Aim of the exercise
Look through the data below for the string "linejoin", and copy every line where it turns up.

Task data
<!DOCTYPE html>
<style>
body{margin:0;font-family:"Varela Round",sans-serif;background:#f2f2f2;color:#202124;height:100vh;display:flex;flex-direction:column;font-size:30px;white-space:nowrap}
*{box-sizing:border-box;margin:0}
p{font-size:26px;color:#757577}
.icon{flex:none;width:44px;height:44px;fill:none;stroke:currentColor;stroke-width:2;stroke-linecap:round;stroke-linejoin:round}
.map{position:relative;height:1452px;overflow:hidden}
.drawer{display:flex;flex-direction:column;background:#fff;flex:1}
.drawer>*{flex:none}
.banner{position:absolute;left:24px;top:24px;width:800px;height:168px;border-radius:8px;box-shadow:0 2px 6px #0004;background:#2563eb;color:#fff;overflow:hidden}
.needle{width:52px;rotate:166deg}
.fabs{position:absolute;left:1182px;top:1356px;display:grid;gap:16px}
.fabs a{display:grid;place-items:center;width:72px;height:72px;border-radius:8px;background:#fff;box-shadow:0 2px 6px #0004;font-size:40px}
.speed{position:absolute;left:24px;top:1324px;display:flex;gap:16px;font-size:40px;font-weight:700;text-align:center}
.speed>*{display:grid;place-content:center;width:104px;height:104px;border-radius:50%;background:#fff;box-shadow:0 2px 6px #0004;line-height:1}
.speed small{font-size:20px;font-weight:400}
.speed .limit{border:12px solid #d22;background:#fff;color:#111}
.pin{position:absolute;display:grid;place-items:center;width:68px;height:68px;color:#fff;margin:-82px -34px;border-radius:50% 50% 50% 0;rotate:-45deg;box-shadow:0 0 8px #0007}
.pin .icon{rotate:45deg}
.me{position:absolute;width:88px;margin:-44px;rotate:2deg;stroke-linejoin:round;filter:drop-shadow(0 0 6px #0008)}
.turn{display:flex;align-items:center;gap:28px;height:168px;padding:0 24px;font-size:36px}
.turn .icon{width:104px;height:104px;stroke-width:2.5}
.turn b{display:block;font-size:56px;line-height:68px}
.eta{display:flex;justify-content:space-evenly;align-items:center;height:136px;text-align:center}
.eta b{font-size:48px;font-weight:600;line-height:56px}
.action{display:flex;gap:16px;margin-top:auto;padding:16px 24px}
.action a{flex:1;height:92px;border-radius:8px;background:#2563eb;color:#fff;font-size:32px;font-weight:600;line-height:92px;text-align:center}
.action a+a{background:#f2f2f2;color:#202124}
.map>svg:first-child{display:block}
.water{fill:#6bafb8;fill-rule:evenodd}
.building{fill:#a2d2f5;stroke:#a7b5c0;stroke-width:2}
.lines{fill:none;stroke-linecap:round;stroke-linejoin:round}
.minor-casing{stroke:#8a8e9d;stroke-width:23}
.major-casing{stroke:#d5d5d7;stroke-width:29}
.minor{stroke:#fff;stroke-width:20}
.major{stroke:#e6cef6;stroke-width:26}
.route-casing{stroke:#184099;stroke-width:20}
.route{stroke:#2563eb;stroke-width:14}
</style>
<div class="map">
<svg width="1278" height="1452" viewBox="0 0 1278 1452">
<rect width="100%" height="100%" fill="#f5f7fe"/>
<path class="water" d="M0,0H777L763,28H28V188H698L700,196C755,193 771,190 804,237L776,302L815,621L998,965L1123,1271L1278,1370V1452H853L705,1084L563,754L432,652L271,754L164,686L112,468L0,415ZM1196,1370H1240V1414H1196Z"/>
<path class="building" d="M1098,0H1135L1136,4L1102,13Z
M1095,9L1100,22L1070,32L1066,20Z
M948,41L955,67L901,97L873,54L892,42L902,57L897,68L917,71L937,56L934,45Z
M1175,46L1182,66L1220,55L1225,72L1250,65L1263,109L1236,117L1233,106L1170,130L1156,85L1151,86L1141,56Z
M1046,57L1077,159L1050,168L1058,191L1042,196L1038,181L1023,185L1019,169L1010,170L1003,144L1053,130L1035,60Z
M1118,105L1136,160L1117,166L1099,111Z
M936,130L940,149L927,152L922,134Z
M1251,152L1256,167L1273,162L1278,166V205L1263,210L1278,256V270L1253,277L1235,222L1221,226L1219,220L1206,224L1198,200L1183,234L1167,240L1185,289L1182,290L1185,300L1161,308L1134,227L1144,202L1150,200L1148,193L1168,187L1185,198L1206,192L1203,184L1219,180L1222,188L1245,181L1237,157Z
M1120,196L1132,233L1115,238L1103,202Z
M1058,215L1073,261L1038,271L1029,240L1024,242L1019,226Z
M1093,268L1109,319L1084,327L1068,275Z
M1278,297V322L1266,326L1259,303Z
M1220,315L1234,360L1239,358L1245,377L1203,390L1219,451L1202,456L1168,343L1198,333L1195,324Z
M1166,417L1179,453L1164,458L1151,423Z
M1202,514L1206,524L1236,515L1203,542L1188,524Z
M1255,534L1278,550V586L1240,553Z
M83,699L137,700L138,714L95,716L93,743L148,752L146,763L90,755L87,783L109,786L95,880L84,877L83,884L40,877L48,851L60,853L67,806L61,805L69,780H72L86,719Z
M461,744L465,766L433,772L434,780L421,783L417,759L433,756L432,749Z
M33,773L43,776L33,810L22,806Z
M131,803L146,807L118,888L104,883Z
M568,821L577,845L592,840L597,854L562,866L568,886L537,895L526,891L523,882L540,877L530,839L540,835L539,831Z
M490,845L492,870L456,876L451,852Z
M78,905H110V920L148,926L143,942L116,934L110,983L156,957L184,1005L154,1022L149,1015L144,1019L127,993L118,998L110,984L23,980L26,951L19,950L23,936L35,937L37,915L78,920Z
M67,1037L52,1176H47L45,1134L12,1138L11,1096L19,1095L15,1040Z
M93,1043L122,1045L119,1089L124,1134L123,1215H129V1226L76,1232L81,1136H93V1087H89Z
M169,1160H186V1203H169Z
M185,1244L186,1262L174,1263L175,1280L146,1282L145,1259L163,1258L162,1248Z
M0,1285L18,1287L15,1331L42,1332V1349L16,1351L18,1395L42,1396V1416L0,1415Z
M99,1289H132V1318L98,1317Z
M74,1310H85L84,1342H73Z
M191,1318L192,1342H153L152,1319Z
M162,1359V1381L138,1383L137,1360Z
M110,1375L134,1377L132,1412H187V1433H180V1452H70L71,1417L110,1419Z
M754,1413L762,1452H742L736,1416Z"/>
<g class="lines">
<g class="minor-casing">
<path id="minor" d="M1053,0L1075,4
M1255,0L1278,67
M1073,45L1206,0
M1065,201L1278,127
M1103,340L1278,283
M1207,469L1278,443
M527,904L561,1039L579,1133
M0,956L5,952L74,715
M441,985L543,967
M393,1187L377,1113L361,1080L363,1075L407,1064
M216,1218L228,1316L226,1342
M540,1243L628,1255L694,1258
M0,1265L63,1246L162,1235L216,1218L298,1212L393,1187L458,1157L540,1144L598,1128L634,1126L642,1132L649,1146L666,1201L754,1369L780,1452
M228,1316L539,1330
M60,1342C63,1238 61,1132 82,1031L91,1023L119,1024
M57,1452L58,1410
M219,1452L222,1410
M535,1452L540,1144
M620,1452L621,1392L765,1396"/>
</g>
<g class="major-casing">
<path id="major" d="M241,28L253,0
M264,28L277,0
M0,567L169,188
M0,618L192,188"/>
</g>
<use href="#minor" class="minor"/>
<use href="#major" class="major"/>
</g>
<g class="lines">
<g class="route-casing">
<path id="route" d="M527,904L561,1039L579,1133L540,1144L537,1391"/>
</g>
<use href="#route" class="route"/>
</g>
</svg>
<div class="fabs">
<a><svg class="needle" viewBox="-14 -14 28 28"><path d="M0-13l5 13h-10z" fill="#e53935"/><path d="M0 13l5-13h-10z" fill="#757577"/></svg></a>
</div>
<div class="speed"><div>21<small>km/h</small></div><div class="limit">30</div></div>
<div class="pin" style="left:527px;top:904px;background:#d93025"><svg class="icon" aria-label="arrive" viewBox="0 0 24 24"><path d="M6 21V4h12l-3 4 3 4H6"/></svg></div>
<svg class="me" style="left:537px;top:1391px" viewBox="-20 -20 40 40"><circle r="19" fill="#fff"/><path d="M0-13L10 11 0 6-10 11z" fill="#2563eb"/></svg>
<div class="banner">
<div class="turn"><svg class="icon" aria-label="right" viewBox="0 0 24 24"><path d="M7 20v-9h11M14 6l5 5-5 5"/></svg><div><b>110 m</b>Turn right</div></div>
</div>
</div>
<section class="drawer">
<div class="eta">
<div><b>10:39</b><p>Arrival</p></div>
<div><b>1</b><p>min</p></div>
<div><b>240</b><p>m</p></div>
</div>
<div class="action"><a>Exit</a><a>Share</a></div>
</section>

Result of this task
.icon{flex:none;width:44px;height:44px;fill:none;stroke:currentColor;stroke-width:2;stroke-linecap:round;stroke-linejoin:round}
.me{position:absolute;width:88px;margin:-44px;rotate:2deg;stroke-linejoin:round;filter:drop-shadow(0 0 6px #0008)}
.lines{fill:none;stroke-linecap:round;stroke-linejoin:round}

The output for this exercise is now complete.